One of the more vocal proponents of a divided Iraq last year was Democrat Joe Biden who suggested that Iraq should be divided into three ethnic regions and he even launched a web site to promote the idea. His position even found support on Free Republic at the time and Bill O'Reilly endorsed it as well. As at least one critic asked, however, how do you deal with cities like Baghdad which cannot be divided into ethnic regions (although that is being attempted now by Shi'a and Sunni fighters who are gaining control of different neighbourhoods)? There also appears to be a gulf between Bolton's opinion and Biden's plan in that Biden is calling for a central government while Bolton doesn't seem to care what the political structure is (or how it might affect the Iraqi people) since his only concern is managing "terrorists" - a misleading label when it comes to defining the current situation in Iraq which is a mixed bag of sectarian rivalries and those fighting against coalition forces - none of which present a direct threat to the United States.
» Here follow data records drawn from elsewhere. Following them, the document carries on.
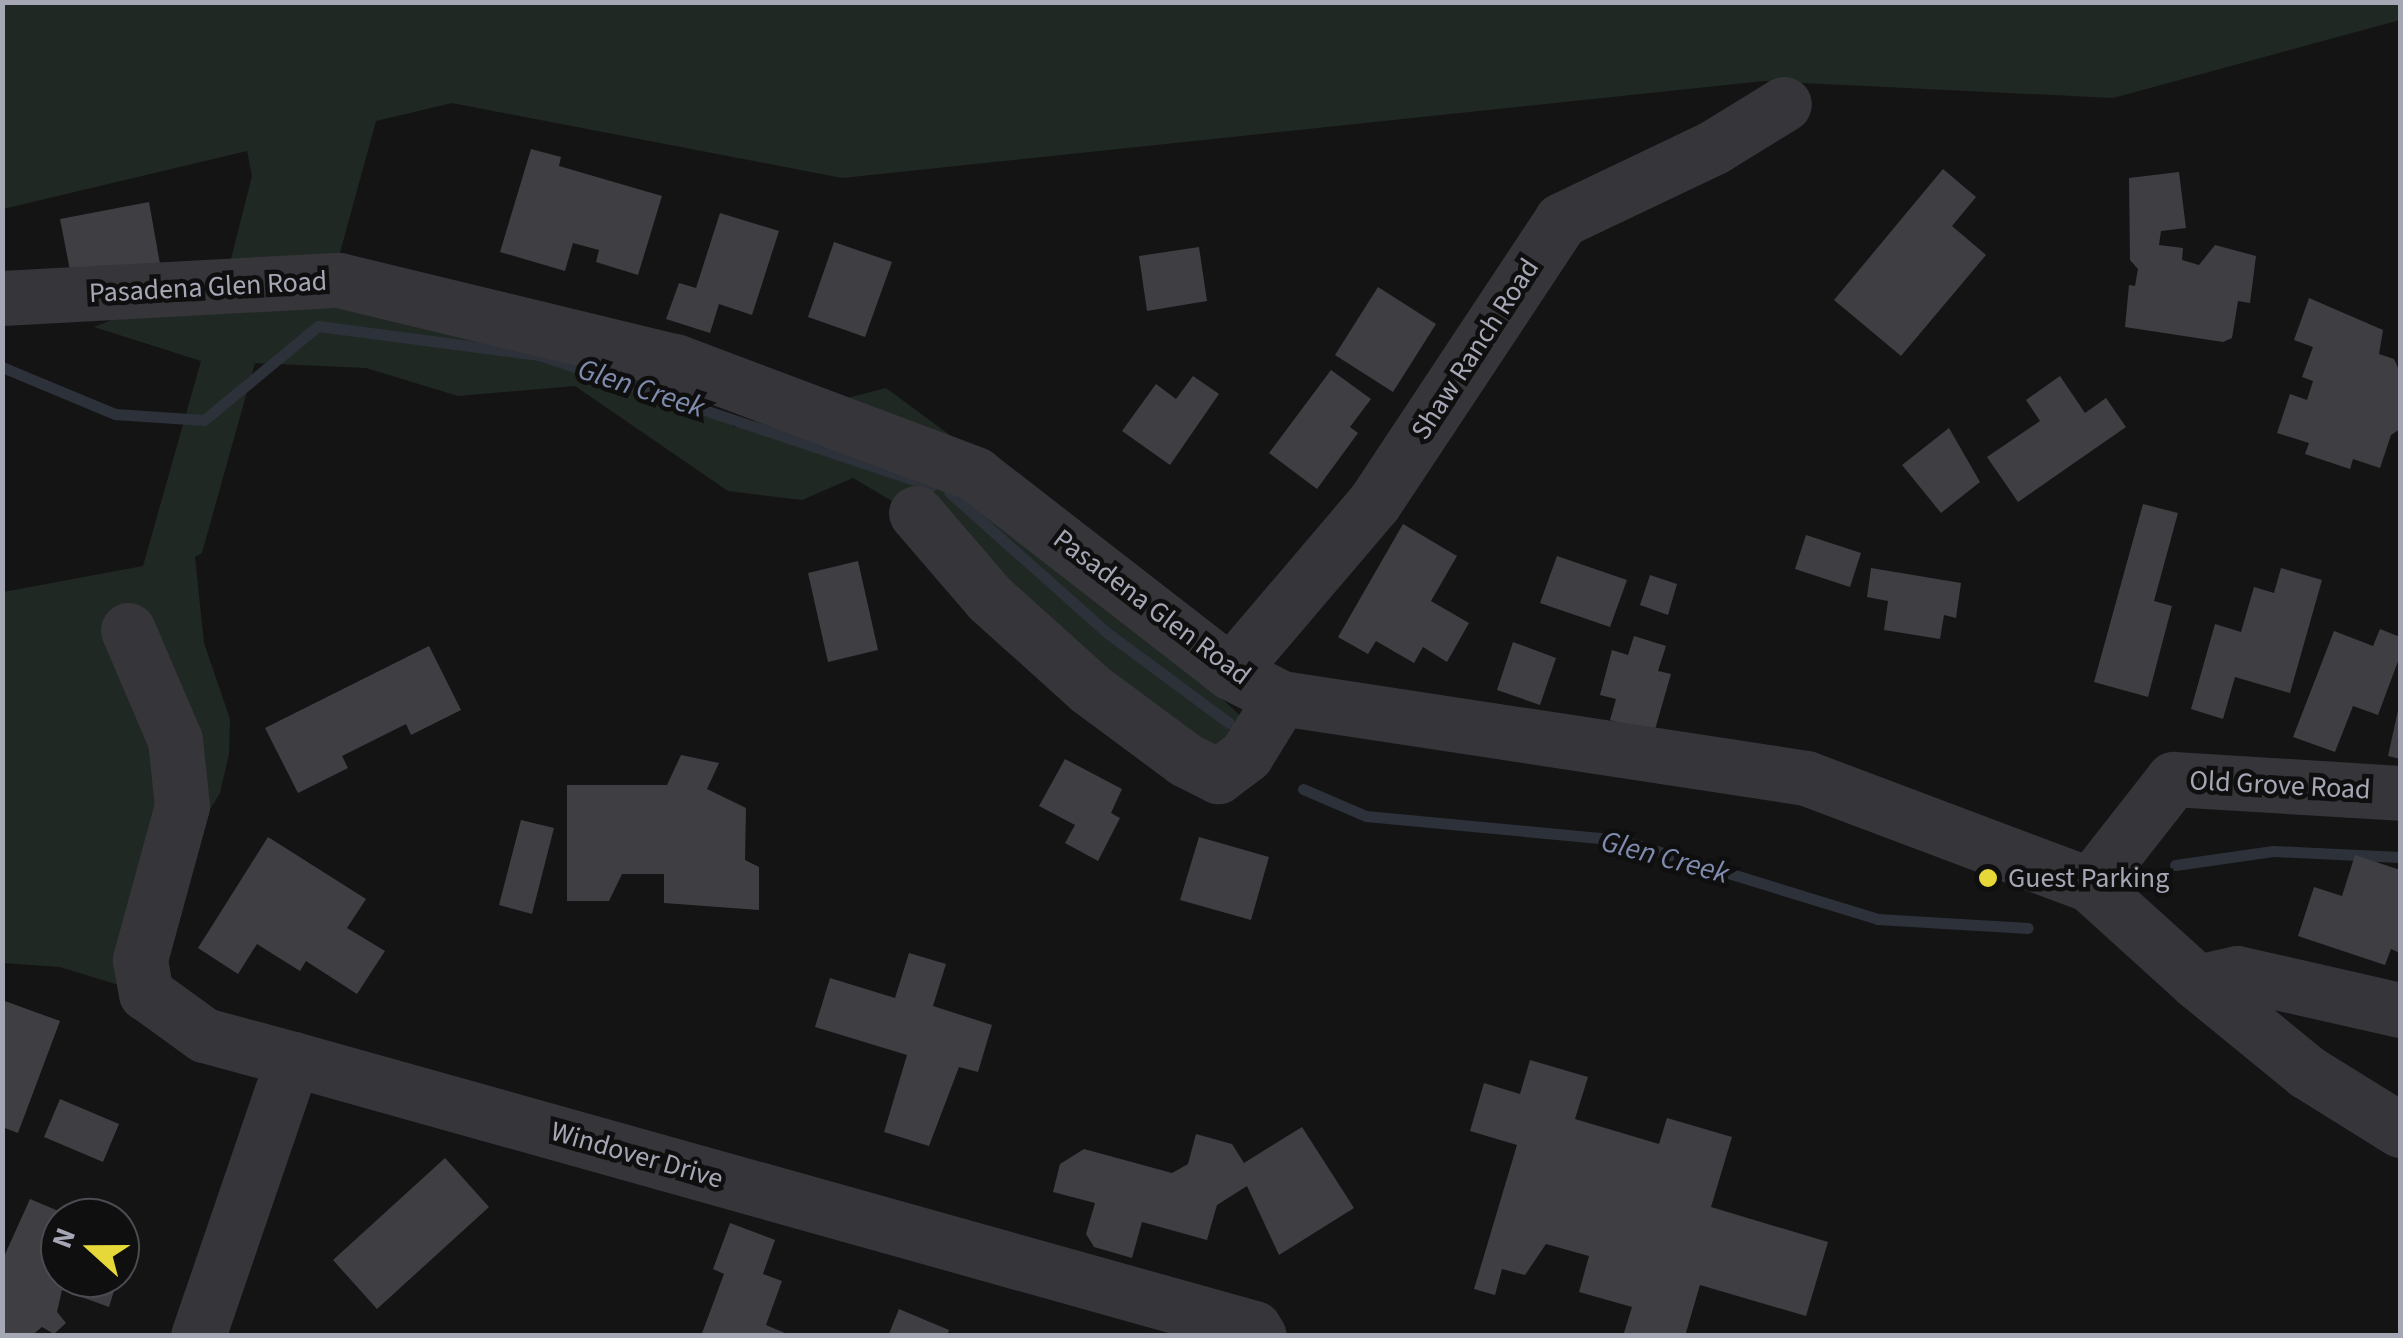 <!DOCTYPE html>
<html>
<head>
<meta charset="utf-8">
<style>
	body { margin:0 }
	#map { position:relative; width:2403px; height:1338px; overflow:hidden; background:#141415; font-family:"Source Sans 3",sans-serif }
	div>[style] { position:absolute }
	.green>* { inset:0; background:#202823 }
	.stream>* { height:11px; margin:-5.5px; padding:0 5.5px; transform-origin:5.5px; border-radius:5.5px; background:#2d313a }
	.building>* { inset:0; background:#3f3e42 }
	.minor>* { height:55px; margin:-27.5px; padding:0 27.5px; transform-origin:27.5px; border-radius:27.5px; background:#36353a }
	.dots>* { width:28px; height:28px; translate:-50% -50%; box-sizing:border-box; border:5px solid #0f0f10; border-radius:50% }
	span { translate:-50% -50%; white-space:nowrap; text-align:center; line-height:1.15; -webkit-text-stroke:9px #0f0f10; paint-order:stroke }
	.street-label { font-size:28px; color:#a6a7b5 }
	.poi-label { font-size:28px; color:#a6a7b5 }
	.left { translate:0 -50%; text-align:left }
	.water-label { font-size:30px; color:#7f8cae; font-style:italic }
	.frame { position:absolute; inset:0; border:5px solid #a6a7b5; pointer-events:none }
	.north { position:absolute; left:40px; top:1198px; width:100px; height:100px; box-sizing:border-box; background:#0f0f10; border:2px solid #4b4c52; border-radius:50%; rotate:291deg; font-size:28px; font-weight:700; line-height:40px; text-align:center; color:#a6a7b5 }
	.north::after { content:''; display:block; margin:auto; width:35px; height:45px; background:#e7d83a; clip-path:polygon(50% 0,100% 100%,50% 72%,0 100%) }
</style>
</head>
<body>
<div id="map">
	<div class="green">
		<div style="clip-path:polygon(2400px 2px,2400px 20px,2113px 98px,1764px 81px,842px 178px,452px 103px,376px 121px,330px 289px,602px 330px,734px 427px,886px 388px,966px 447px,1099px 587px,1265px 738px,1194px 784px,931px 524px,853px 478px,802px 500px,728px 491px,575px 386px,458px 396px,366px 368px,255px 363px,202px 553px,195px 557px,204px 643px,230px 719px,229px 754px,220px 793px,190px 842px,151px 995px,60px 967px,3px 963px,3px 592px,143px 566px,201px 361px,94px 327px,227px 275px,252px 176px,247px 151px,3px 209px,2px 3px)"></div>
	</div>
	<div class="stream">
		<div style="left:2px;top:367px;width:122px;rotate:22.6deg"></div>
		<div style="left:115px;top:414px;width:89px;rotate:3.9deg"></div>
		<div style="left:204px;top:420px;width:148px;rotate:-39.5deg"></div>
		<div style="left:318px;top:326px;width:223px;rotate:7.5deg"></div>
		<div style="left:539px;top:355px;width:414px;rotate:18.4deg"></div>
		<div style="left:949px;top:492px;width:210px;rotate:41.7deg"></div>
		<div style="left:1106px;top:632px;width:153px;rotate:36.5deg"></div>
		<div style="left:1303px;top:789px;width:69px;rotate:23.2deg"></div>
		<div style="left:1366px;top:816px;width:256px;rotate:5.4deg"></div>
		<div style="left:1621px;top:840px;width:268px;rotate:17.1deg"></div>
		<div style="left:1877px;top:919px;width:151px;rotate:3.4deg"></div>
		<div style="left:2175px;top:865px;width:99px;rotate:-8.1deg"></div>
		<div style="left:2273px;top:851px;width:127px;rotate:2.7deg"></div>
	</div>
	<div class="building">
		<div style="clip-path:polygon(531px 149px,561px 157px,559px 166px,662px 196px,638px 275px,596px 262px,599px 250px,573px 243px,565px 271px,500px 252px)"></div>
		<div style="clip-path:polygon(1943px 169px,1976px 197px,1952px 226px,1986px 255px,1901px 356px,1834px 300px)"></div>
		<div style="clip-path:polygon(2179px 172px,2186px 228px,2161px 231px,2159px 245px,2183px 248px,2182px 260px,2199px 265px,2215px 245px,2256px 256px,2250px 303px,2238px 301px,2232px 338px,2223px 342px,2125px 327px,2129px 285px,2135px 286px,2138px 269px,2130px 260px,2129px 178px)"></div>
		<div style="clip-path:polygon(149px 202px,160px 264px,72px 281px,60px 219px)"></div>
		<div style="clip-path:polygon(720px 213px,779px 231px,752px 315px,719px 304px,710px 333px,666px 319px,679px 283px,696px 288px)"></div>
		<div style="clip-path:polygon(834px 242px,892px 262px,865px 337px,808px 317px)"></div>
		<div style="clip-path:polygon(1199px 247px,1207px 301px,1147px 311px,1139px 256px)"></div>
		<div style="clip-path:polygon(1378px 287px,1436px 324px,1393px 392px,1335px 355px)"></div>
		<div style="clip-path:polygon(2309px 298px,2383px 330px,2379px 354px,2394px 359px,2400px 372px,2400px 429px,2391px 435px,2380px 468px,2353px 459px,2350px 469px,2305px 454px,2309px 443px,2277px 433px,2290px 394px,2307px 400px,2313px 381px,2302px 377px,2313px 347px,2294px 340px)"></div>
		<div style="clip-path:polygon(1331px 370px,1371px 399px,1350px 427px,1358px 433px,1317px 489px,1269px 453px)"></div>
		<div style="clip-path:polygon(1193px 376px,1219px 394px,1170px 465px,1122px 431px,1156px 384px,1176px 399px)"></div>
		<div style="clip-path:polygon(2060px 376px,2085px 413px,2106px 398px,2126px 427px,2018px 502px,1987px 457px,2040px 421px,2026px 400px)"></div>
		<div style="clip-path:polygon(1949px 428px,1980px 482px,1941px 513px,1902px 465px)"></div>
		<div style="clip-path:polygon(2143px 504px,2178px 513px,2154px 601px,2172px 606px,2148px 697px,2094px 682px)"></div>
		<div style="clip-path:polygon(1403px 524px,1457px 556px,1431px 601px,1469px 623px,1447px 662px,1423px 647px,1414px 663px,1376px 641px,1368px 654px,1338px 637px)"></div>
		<div style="clip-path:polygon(1806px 535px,1861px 553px,1850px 587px,1795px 569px)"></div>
		<div style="clip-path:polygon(1557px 556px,1627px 580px,1610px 627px,1540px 603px)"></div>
		<div style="clip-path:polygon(858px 561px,878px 650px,828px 662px,808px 573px)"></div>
		<div style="clip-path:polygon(1871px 568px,1961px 583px,1956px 618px,1944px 615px,1940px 639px,1884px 630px,1888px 601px,1867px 597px)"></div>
		<div style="clip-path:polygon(2281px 568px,2322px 580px,2290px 693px,2235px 677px,2223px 719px,2191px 709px,2215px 624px,2241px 632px,2254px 587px,2274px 593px)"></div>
		<div style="clip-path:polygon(1650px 575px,1677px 584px,1668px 615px,1640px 605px)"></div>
		<div style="clip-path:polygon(2380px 629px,2400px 637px,2400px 656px,2378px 715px,2353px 706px,2335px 752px,2293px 737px,2334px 631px,2373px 646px)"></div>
		<div style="clip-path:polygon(1634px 636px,1666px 646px,1658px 671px,1671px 674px,1654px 733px,1610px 720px,1616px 699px,1600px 695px,1612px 650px,1628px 655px)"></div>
		<div style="clip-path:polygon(1513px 642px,1556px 658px,1540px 705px,1497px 690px)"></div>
		<div style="clip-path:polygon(429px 646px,461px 710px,411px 735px,406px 724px,342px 756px,348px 768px,298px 793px,265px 728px)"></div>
		<div style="clip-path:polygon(2399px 706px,2400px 706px,2400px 759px,2388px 756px)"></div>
		<div style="clip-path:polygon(681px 755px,719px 763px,707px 789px,746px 808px,745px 860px,759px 867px,759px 910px,664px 903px,664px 874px,622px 874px,609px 901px,567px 901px,567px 785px,667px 785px)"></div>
		<div style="clip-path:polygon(1065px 759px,1122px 789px,1111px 813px,1120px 818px,1098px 861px,1065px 843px,1075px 825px,1039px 806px)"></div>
		<div style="clip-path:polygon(521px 820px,554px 828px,532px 914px,499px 905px)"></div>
		<div style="clip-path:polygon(268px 837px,366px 899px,347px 928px,385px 951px,357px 994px,306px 961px,300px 971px,257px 944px,238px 974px,198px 948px)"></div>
		<div style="clip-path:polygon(1199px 837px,1269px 857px,1251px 920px,1180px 900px)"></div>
		<div style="clip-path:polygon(2355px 855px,2400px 870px,2400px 953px,2391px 949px,2385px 965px,2298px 936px,2314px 887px,2342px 896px)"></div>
		<div style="clip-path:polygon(909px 953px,946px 964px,933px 1006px,992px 1025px,978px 1072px,959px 1067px,929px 1146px,884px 1132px,907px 1055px,815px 1027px,830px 978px,895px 998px)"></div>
		<div style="clip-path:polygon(2px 1000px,60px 1021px,18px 1133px,2px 1127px)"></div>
		<div style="clip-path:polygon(1530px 1060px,1588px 1077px,1575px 1119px,1659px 1144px,1667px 1118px,1732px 1137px,1711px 1207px,1828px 1242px,1806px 1316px,1700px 1285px,1685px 1336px,1623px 1336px,1632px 1307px,1579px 1292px,1589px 1256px,1546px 1244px,1525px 1275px,1502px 1269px,1495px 1295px,1474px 1289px,1517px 1145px,1470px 1131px,1484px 1083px,1520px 1094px)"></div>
		<div style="clip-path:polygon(60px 1099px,119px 1124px,103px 1162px,44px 1137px)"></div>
		<div style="clip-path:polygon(1302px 1127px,1354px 1208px,1279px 1255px,1247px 1186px,1217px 1205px,1207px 1240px,1142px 1222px,1132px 1258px,1094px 1247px,1086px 1234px,1095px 1203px,1053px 1192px,1060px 1164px,1084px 1149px,1172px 1173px,1188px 1164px,1196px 1134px,1232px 1144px,1244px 1163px)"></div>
		<div style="clip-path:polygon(445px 1158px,489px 1207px,377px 1309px,333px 1260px)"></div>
		<div style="clip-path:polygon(30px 1199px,75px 1218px,60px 1218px,60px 1278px,118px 1278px,109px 1307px,62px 1290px,57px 1312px,66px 1323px,54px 1334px,42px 1327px,31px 1336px,2px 1336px,2px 1261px)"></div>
		<div style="clip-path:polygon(730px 1223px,775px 1240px,763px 1274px,782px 1281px,766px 1325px,792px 1336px,701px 1336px,724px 1274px,713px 1269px)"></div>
		<div style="clip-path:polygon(120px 1244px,129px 1247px,121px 1271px,120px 1271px)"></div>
		<div style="clip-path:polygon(899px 1309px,949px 1330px,947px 1336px,888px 1336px)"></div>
	</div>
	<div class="minor">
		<div style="left:2px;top:298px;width:337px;rotate:-3.1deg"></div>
		<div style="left:339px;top:280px;width:346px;rotate:13.6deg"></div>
		<div style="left:675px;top:361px;width:321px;rotate:20.6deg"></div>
		<div style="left:975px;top:474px;width:323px;rotate:37.8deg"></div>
		<div style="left:1230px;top:672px;width:57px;rotate:27deg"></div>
		<div style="left:1281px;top:698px;width:531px;rotate:8.66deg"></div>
		<div style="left:1806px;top:778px;width:303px;rotate:20.6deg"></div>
		<div style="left:2090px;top:885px;width:144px;rotate:42.2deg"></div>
		<div style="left:2197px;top:982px;width:41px;rotate:-12.7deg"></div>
		<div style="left:2237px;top:973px;width:167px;rotate:12.8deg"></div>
		<div style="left:916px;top:513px;width:112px;rotate:49.3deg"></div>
		<div style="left:989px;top:598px;width:136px;rotate:42deg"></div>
		<div style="left:1090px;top:689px;width:119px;rotate:36.5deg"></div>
		<div style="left:1186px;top:760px;width:36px;rotate:27deg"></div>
		<div style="left:1218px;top:776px;width:35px;rotate:-37deg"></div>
		<div style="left:1246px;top:755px;width:67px;rotate:-58.4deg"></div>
		<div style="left:128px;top:630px;width:120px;rotate:66.9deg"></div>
		<div style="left:175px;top:740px;width:66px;rotate:83.9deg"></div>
		<div style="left:182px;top:806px;width:160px;rotate:105.3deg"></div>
		<div style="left:140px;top:960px;width:34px;rotate:80deg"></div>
		<div style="left:146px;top:993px;width:72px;rotate:35.9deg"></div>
		<div style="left:204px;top:1035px;width:92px;rotate:15.1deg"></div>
		<div style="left:1230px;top:672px;width:222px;rotate:-49.6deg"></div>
		<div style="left:1374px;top:503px;width:339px;rotate:-56.5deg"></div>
		<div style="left:1561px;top:220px;width:170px;rotate:-25.5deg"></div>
		<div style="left:1714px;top:147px;width:82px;rotate:-31.6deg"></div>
		<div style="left:2090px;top:885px;width:135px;rotate:-51.9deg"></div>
		<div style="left:2173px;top:779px;width:227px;rotate:3.5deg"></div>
		<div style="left:2197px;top:982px;width:142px;rotate:39.3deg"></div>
		<div style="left:2307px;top:1072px;width:110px;rotate:31.9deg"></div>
		<div style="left:198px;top:1336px;width:293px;rotate:-71.1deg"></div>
		<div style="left:293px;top:1059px;width:998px;rotate:15.64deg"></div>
		<div style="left:1254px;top:1328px;width:9px;rotate:58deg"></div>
	</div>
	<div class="dots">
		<div style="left:1988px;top:878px;background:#e7d83a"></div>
	</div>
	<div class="street-label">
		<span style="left:208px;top:287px;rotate:-3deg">Pasadena Glen Road</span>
		<span style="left:1475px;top:349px;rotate:-57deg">Shaw Ranch Road</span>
		<span style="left:1152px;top:607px;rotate:37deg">Pasadena Glen Road</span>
		<span style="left:2280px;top:785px;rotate:3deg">Old Grove Road</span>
		<span style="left:637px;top:1155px;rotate:16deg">Windover Drive</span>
	</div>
	<div class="poi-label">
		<span class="left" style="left:2008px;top:878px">Guest Parking</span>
	</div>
	<div class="water-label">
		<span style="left:641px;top:389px;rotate:18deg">Glen Creek</span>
		<span style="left:1665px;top:858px;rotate:15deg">Glen Creek</span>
	</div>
	<div class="frame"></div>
	<div class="north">N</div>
</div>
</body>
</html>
That designation brings back remnants of the meme the Bush administration tried to push in its rush to war with Iraq (and which too many Americans still believe) - that Iraq was somehow tied to what happened on 9/11 thus Afghanistan was all but abandoned to pursue that erroneous belief (along with the fact that it was a pretty handy excuse to invade Iraq anyway - which the neocons had been pushing for for years).
It seems that stability in Iraq ought to be based on what Iraqis think would be best for their country - not what American politicans think serves America's interests. Futhermore, since Iraq is supposed to be a sovereign country now, what right do Americans have to decide if it should be divided or not and how can they ensure that, united or divided, it will not become a terrorist refuge, as Bolton puts it? America and other western empire builders like Britain have a bad habit of fashioning other countries according to their ideas about what they think is best, only to have those plans backfire again and again.
There is no guarantee, divided or not, that Iraq will have a peaceful future and the Americans have made enough of a mess to this point, worsening the situation continually since they began this war, that they have actually fostered the festering animosity that may continue for decades to come.
Undoing what was foisted upon the Ottoman empire via its new state of Iraq in the 1920s by simply conceding now that that creation was a mistake would definitely not be an easy or necessarily desirable task. Perhaps if the imperialists would just focus on what's going on in their countries for a change instead of spreading their so-called vision for the world on everybody else, they might actually get somewhere.
There's oil and money to be had however and that, unfortunately, is the real driving factor.